As I traveled from San Francisco to Norway's remote Lofoten Islands, I found myself on a series of airplanes that grew smaller with each new leg of the journey, culminating with a small rumbling prop plane that held no more than a dozen or so people, dropping from above the clouds into a scenic wonderland unlike any I had ever seen. On assignment for Backroads to capture film footage of our Norway trips, it was the fulfillment of a dream I'd harbored for over a decade. The first time I glimpsed the magnificent fjords of Norway was on a movie screen, over a decade ago as I was a college student in Siena Italy and watching an epic Italian film called The Best of Youth. The movie follows the life stories of two brothers, one of whom travels to the remote corners of Norway, and I remember being mesmerized by the landscape - the impossibly beautiful mountains leaping up from the narrow channels of water where ferry boats slowly motored beneath the low-hanging clouds. It made an impression on me that I could never quite shake, and it remained in the back of my mind as a place I would one day go, whatever it took to get there.
Flash forward nearly a dozen years and I found myself leading trips for Backroads in Italy, Switzerland and California, and occasionally filming trips as well (like Patagonia!). So, when I was given the opportunity to pick the location of my next destination, there was just one place that stood at the top of the list: Norway. My first task was to film our Norway Walking & Hiking Trip, a trip that tends to fly under the radar a bit, often overlooked in favor of its more popular cousin, Iceland. But times are changing, and the same pull that has drawn people to the raw, rugged, wide-open landscapes of Iceland has begun to illuminate similar and equally beautiful corners of Norway. This is a land where icefields flow over the horizon far beyond where the eye can see, mountain peaks disappear into puffs of clouds and tiny fishing villages appear as if lost in time. My second task was to film our new Lofoten Islands Walking & Hiking Trip. To be honest, I hadn't even heard of the Lofoten Islands until I saw it on the list of our brand new trips. The first time I googled it, my jaw hit the floor. How was this place so undiscovered?

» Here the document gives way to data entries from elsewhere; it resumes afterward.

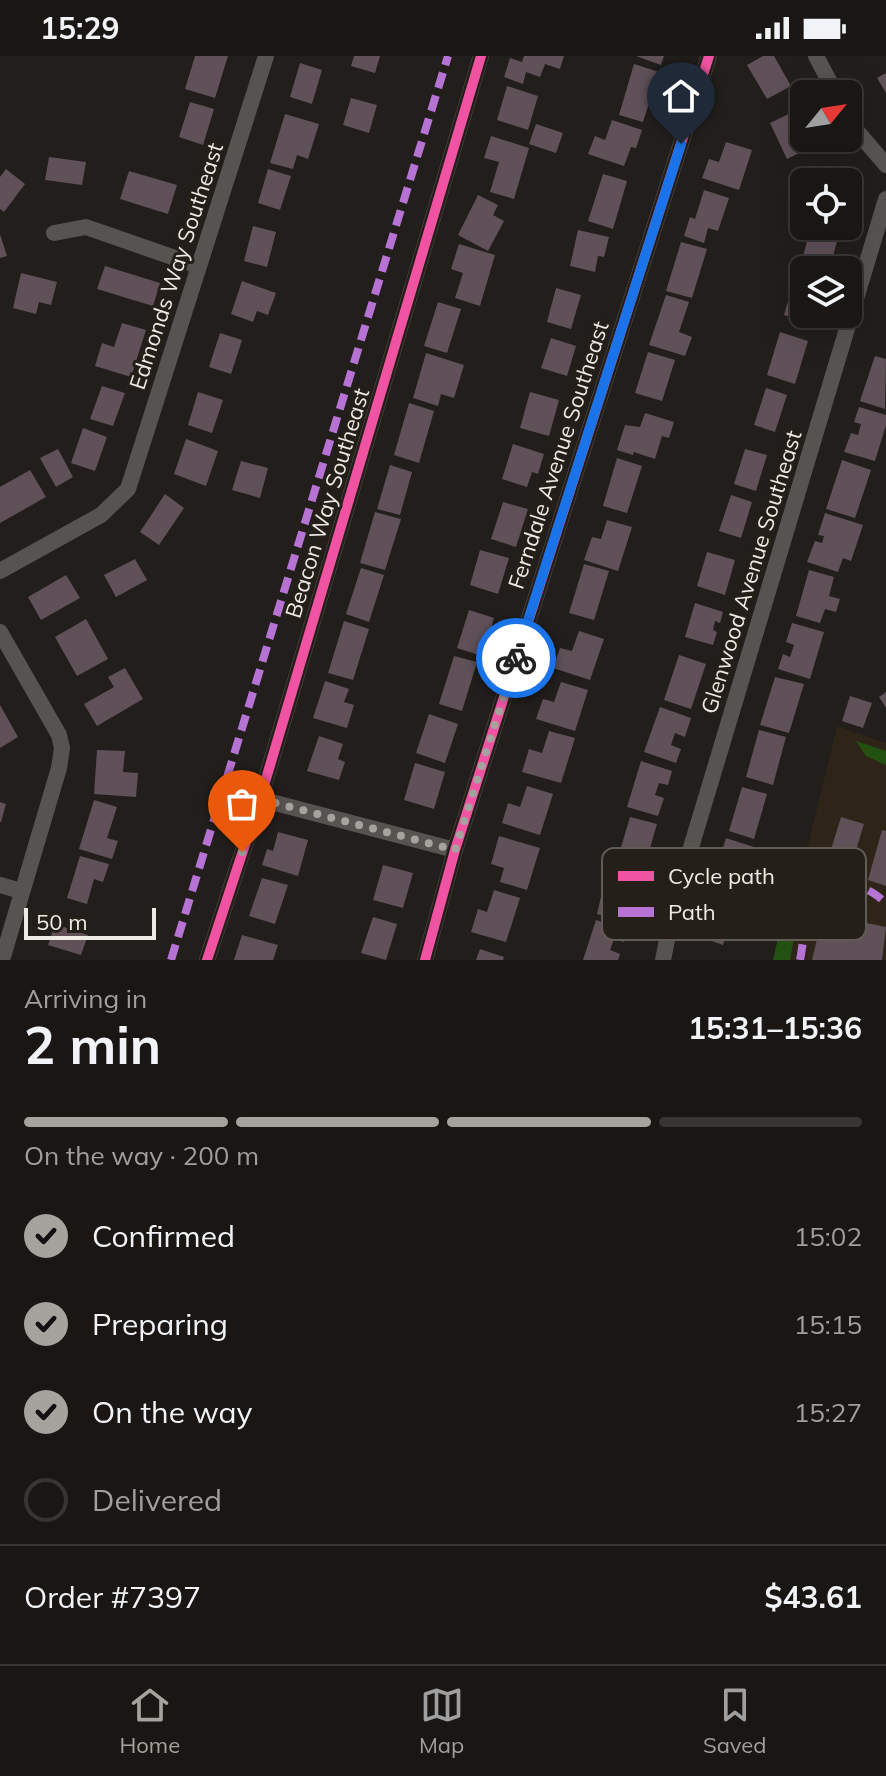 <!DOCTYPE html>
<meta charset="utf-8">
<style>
:root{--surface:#191614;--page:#221f1d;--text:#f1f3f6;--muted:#9f9fa0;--line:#373534;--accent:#a6a39e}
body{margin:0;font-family:Mulish,sans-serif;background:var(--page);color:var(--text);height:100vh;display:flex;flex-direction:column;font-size:30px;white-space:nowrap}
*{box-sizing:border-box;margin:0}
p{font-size:26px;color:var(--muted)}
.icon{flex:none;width:44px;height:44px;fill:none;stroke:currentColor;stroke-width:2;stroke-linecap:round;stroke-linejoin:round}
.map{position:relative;height:904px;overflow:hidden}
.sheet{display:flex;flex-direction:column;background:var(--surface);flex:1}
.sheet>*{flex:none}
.needle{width:52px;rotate:60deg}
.fabs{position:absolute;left:790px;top:24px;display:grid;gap:16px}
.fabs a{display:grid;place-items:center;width:72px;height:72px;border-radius:12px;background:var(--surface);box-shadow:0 8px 32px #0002,0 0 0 2px var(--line);font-size:40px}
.scale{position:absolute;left:24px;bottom:20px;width:132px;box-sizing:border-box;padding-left:8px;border:4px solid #eeeae5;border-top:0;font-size:22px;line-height:28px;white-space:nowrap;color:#eeeae5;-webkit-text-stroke:6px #241f18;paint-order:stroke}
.pin{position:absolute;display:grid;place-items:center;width:68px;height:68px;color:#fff;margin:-82px -34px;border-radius:50% 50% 50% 0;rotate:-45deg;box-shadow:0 0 8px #0007}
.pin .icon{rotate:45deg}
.courier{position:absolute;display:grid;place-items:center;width:80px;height:80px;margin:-40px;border:6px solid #1a73e8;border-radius:50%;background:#fff;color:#222;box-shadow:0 2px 10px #0007}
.head em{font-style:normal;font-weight:700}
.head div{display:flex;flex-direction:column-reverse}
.head{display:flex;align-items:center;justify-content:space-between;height:136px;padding:0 24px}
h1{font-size:52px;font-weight:700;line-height:60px}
.bar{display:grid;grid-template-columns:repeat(4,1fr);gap:12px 8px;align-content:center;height:96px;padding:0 24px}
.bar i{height:10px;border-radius:6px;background:var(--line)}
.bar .selected{background:var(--accent)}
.bar p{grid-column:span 4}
.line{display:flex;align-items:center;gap:20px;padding:0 24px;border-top:2px solid var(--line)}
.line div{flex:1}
ol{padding:0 24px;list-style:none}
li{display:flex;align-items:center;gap:24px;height:88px}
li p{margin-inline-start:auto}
li .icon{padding:8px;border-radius:50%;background:var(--accent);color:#111;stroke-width:4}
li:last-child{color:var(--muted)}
li i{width:44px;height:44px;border:4px solid var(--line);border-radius:50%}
.status{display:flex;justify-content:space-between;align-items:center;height:56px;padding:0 40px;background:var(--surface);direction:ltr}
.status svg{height:22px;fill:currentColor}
.dock{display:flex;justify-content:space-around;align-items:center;height:112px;border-top:2px solid var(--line);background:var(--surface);font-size:22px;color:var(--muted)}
.dock a{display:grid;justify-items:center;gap:4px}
.dock .selected{color:var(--accent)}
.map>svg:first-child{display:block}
.education{fill:#2e2417}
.forest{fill:#235112}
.building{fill:#605159}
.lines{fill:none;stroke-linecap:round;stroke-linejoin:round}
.street{stroke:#565451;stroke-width:16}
.quiet{stroke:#b673d3;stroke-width:8;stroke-dasharray:16 8;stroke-linecap:butt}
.cycleway-casing{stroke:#241f18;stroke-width:15}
.cycleway{stroke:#f153a3;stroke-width:10}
.done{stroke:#a6a39e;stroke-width:8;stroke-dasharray:0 14.4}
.route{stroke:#1a73e8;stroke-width:10}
.labels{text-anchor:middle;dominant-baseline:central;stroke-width:6;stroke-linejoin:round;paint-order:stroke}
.street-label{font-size:22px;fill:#eeeae5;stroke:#241f18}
.key{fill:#241f18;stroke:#615c56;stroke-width:2}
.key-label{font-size:22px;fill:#eeeae5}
</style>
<div class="status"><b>15:29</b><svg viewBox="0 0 49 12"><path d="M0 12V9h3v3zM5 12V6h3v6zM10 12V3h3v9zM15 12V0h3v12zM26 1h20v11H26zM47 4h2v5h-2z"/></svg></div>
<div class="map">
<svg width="886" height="904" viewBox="0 0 886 904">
<rect width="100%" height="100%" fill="#211e1b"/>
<polygon class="education" points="837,670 886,687 886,904 780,904"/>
<g class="forest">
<polygon points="856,685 886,695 886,709 866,700"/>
<polygon points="809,799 790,904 773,904 796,804"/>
</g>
<g class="building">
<polygon points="195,0 228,0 215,42 185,33"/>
<polygon points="354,0 380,0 375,17 351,10"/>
<polygon points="524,0 564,0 560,13 545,8 540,21 526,16 523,28 504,21 510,2 522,6"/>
<polygon points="636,0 664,0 661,9"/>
<polygon points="763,0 774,0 791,30 767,43 747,9"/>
<polygon points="300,7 322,14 312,48 290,41"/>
<polygon points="634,8 659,16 643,66 619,59"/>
<polygon points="886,17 886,37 877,22"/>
<polygon points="507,30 538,40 528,74 497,64"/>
<polygon points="351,42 377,49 369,77 343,69"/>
<polygon points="190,46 214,53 203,89 179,81"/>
<polygon points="795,55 804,72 804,82 812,82 815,89 787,103 770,67"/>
<polygon points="285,58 319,68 308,103 297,99 293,113 270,107"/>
<polygon points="612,64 642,74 636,92 631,91 624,110 588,98 595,80 605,84"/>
<polygon points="536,68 563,77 556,97 529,88"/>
<polygon points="491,80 529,92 514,143 490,136 499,106 484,102"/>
<polygon points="726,86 752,94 739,134 702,122 709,103 719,106"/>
<polygon points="49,101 86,106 82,129 45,124"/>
<polygon points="6,113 25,128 4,156 0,153 0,121"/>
<polygon points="268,113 291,120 280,154 258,147"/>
<polygon points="129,115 177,129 168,158 120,143"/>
<polygon points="831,117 856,125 849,148 848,126 828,126"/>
<polygon points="603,118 627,125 613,173 588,165"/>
<polygon points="704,134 729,142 718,175 708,172 704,187 684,180 690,161 695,163"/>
<polygon points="478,139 498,149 493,159 504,165 488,195 458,179"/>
<polygon points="253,170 276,176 267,211 244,205"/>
<polygon points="578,174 609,181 604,201 598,200 595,216 570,210"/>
<polygon points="810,174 838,182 829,214 800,212"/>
<polygon points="0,178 7,200 0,202"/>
<polygon points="681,186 707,193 692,242 666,235"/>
<polygon points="459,188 495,199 480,250 455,242 463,217 451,213"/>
<polygon points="105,210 160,227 153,250 97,233"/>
<polygon points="21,217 57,226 51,249 39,246 36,258 13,252"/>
<polygon points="795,222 804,225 804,258 818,258 816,262 812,261 810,267 784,259"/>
<polygon points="242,225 276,237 268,259 257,255 253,266 231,258"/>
<polygon points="556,232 581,239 571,273 547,266"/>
<polygon points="666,239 689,246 679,276 692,281 685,300 649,289"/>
<polygon points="438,246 461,253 447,297 424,290"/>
<polygon points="122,267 146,274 131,321 95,310 102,287 114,291"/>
<polygon points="780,276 808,285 795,328 767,319"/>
<polygon points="220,277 242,284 231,318 209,311"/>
<polygon points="551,282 576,290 567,320 541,312"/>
<polygon points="648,296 675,304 662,345 635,337"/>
<polygon points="426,297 464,309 454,342 441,338 438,350 413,342"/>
<polygon points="875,300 886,303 885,353 860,345"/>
<polygon points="102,330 125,337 113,370 90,363"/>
<polygon points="766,332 787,339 775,376 754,369"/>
<polygon points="198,336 223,344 212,377 188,369"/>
<polygon points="530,336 559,344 549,380 520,372"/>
<polygon points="409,347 434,355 419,407 394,399"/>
<polygon points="859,351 886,359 886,369 875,405 844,396 851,377 858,379 861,368 854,366"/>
<polygon points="645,357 674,366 669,382 662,380 655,403 634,396 633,399 617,394 625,369 640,371"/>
<polygon points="83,372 107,381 95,415 71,407"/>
<polygon points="186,383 218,395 206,430 174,418"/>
<polygon points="513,388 544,398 538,418 532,416 527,431 502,423"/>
<polygon points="58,393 73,421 56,431 40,402"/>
<polygon points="745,393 767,399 756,435 734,428"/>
<polygon points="617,402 642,410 627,457 603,450"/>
<polygon points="842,404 871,414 855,462 826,453"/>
<polygon points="241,405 268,412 260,442 232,434"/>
<polygon points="390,409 412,416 400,459 377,453"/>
<polygon points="30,414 46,441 0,467 0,431"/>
<polygon points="165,438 184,452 159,489 140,476"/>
<polygon points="731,439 752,446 741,482 719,475"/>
<polygon points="503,446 528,453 516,491 491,483"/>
<polygon points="375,456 401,463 385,514 360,507"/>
<polygon points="825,457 863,469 851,505 843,502 838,516 807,506 815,485 822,487 824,480 818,479"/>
<polygon points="607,464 632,471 618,515 584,504 592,481 601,483"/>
<polygon points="480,494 509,502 498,538 470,529"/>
<polygon points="707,496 735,504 725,539 697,530"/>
<polygon points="135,503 147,524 116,541 104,519"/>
<polygon points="584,508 609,515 594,564 569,557"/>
<polygon points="361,512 384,519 369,566 346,558"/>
<polygon points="809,514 834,521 829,540 840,543 836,556 825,553 820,567 796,560"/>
<polygon points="66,519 80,542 41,564 28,541"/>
<polygon points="695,547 723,556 720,567 715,565 713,574 717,576 713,589 685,581"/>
<polygon points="469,554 494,562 482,600 457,592"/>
<polygon points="86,563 108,603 77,620 55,581"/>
<polygon points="344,565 369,573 353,624 328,617"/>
<polygon points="792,567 824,576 810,623 778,613 783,598 790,601 794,589 786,586"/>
<polygon points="579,575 604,583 590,624 553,612 560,592 572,595"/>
<polygon points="679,599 706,608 691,653 664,644"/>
<polygon points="454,600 477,606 462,655 439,648"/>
<polygon points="125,612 143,643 97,670 84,648 114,631 108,621"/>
<polygon points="775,621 804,628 789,677 760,669"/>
<polygon points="325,625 349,633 344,646 354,649 347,672 313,662"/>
<polygon points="561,626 588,634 575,675 536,663 543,643 554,646"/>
<polygon points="886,636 886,652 879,641"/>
<polygon points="850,640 872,647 863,672 842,665"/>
<polygon points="0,649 18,681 0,692"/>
<polygon points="660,651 691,662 685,681 675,677 671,689 681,693 676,707 644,696"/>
<polygon points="429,658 458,668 445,707 416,697"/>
<polygon points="759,674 786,681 773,729 746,721"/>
<polygon points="549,675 575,682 561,727 522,716 529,693 542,697"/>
<polygon points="319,680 343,688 338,703 345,706 339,724 307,715"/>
<polygon points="97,694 125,695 123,716 138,717 136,741 94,738"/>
<polygon points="641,705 672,715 668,729 659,727 655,739 664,742 658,760 627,751"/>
<polygon points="415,707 445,716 434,753 404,744"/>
<polygon points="527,730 553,738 540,779 502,767 508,747 520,751"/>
<polygon points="742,731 767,738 754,783 729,775"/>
<polygon points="94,744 117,751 107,782 118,785 112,803 79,793"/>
<polygon points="0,746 6,748 1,766 0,766"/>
<polygon points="630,761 657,768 644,813 617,805"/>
<polygon points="841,761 864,768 849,817 826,810"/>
<polygon points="882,774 886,775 886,830 868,824"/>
<polygon points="278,776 308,784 298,820 262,809 267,793 273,795"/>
<polygon points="499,780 540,792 527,834 500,826 504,812 491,808"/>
<polygon points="726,782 757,792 742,838 711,828 716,814 724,817 728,804 720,801"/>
<polygon points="80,800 109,808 103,826 94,823 87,848 67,842"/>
<polygon points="383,809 413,817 403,852 373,844"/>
<polygon points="608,811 641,819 638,831 627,828 624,840 635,843 630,866 597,858"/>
<polygon points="262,822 288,829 275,868 249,860"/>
<polygon points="494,834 520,842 506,886 471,876 478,853 487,856"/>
<polygon points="713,838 737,846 723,889 700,881"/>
<polygon points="823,858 886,871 882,904 812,904"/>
<polygon points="373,861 397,868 386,904 361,897"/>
<polygon points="596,864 628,875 624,886 614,883 610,894 620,898 618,904 583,904"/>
<polygon points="55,868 88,879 81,899 48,889"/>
<polygon points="242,879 278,889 273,904 234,904"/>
<polygon points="480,893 504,901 503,904 476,904"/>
</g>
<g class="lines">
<g class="street">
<polyline points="816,0 836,38"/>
<polyline points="848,60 856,74 886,109"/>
<polyline points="54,177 86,171 198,210"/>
<polyline points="0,515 101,459 128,433 266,0"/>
<polyline points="0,576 59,679 62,692 59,712 2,904"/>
<polyline points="260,743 455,794"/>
<polyline points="0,829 21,835"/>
<polyline points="207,904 260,743 481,0"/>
<polyline points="425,904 455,794 709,0"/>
<polyline points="663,904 674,848 886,143"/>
</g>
<g class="quiet">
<polyline points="171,904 448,0"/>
<path d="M800,904C803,890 805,859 812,847C820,833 851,828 865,833C873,836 879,841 886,847"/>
</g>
<g class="cycleway-casing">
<g id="cycleway">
<polyline points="207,904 260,743 481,0"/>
<polyline points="425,904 455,794 709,0"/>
</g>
</g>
<use href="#cycleway" class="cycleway"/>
</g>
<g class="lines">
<polyline class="done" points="242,796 260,743 455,794 516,602"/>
<polyline class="route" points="516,602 681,88"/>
</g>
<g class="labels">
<g class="street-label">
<text transform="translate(176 210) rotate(-72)">Edmonds Way Southeast</text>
<text transform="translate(558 399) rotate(-72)">Ferndale Avenue Southeast</text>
<text transform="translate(327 447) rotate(-73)">Beacon Way Southeast</text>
<text transform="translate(751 516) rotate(-73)">Glenwood Avenue Southeast</text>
</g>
</g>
<rect x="602" y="792" width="264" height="92" rx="12" class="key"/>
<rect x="618" y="815" width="36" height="10" fill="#f153a3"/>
<rect x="618" y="851" width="36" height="10" fill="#b673d3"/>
<g class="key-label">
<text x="668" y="828">Cycle path</text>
<text x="668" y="864">Path</text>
</g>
</svg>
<div class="fabs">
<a><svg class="needle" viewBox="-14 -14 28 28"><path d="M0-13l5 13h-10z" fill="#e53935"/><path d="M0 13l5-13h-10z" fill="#9f9fa0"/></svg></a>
<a><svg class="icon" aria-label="locate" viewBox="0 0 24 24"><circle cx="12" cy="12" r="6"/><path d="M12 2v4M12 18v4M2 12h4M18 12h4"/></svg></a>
<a><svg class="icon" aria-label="layers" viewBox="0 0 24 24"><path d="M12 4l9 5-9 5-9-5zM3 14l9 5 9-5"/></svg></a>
</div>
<div class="scale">50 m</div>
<div class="pin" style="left:242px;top:796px;background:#ea580c"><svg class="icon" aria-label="bag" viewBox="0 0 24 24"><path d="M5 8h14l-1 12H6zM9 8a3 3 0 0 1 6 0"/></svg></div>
<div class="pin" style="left:681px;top:88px;background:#1f2937"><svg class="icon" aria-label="home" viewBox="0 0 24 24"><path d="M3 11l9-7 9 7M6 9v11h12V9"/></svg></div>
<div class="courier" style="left:516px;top:602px"><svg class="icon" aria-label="bike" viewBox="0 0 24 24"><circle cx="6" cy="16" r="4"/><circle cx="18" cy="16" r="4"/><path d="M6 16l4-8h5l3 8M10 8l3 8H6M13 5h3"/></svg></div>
</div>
<section class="sheet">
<div class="head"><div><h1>2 min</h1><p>Arriving in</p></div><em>15:31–15:36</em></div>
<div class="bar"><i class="selected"></i><i class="selected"></i><i class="selected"></i><i></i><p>On the way · 200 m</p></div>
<ol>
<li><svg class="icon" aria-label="check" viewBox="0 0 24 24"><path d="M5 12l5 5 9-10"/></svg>Confirmed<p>15:02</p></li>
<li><svg class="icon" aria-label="check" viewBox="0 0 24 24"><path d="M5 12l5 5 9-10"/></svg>Preparing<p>15:15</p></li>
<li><svg class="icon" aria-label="check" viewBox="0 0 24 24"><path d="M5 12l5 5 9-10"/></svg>On the way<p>15:27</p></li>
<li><i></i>Delivered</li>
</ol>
<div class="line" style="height:104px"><div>Order #7397</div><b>$43.61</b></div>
</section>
<nav class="dock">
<a class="selected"><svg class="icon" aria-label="home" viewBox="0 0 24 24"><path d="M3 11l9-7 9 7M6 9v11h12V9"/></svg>Home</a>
<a><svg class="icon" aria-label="map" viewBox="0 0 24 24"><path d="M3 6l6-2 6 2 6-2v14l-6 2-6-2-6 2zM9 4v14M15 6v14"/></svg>Map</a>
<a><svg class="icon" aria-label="saved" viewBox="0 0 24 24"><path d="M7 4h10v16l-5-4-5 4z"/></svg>Saved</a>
</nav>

A series of islands reaching far out into the Norwegian sea, connected by a network of bridges, winding narrow roads, tunnels, fjords, towering mountain peaks and one picturesque fishing community after another, with their humble red houses looking so striking against a backdrop of green hillsides and blue sea.
For two weeks I was able to experience a landscape that felt timeless and utterly magnificent. We stayed in historic hotels (like the Kviknes Hotel in Balestrand where Kaiser Wilhelm II was a guest when he received word that World War I had begun), we strapped on crampons and walked atop glaciers, we boarded ferries and cruised through narrow fjords from one small seaside town to the next. We hiked high up into the mountains past waterfalls, picking wild raspberries along the way, until we found ourselves standing beside glaciers and looking out over deep fjords in the distance. We walked through old churches build entirely of wood and beside ancient Viking burial grounds. We toured historic farms and logging communities hardly changed from many centuries ago. It drizzled, it rained, it got sunny and warm, then drizzled some more. At first I was worried about the video footage appearing too gloomy, but as I reviewed it each night, I happily discovered that the camera was capturing Norway in its most beautiful and natural self - dramatic, raw and vivid. Too much sunshine wouldn't have felt right. This was perfect.
The Backroads guests were kind enough to tolerate my running back and forth on the trail, trying to capture everything at once: every waterfall, every wooden bridge, every wildflower and ferry boat passing by. I pulled several of the guests aside and asked them to share with me their impressions of Norway and the Backroads trip. I think Al's quote near the end of the video--entirely unprompted by me--really captured the true essence of our experience. "Norway is a remarkable country...it makes you realize how beautiful and moving nature can be..." I love every shot in this video (it was hard to choose which clips to include among all the hundreds!) but I do have a handful of favorites. The shot at 0:28 was taken from a drone looking down on the town of Reine, where we spend two nights on the Lofoten Islands Trip. An absolutely stunning place! I also love the perspective of the tiny line of Backroads hikers on the glacier at 0:50, appearing as just ants on a massive ice field. And I really love the shot at 1:19 of our group standing motionless on the dock as we waited for our ferry to arrive. It was a spontaneous shot; I just said "Hey guys, since we're standing here, everyone freeze and hold very still." Then I walked through the group and, in just one take, presto!
I wish I could have captured more. The kindness of every local we encountered along the way. The humor and laughter we shared as a group. The solidarity as we propped our damp shoes by the fireplace and enjoyed a fine meal together. Despite all my high hopes and the years of dreaming of coming here, Norway still managed to exceed my expectations. I hope you enjoy the video, I hope it conveys the overwhelming beauty of this special corner of Scandinavia, and I hope it ignites a desire to come experience Norway on one of our four incredible Backroads trips here. Hope to see you soon!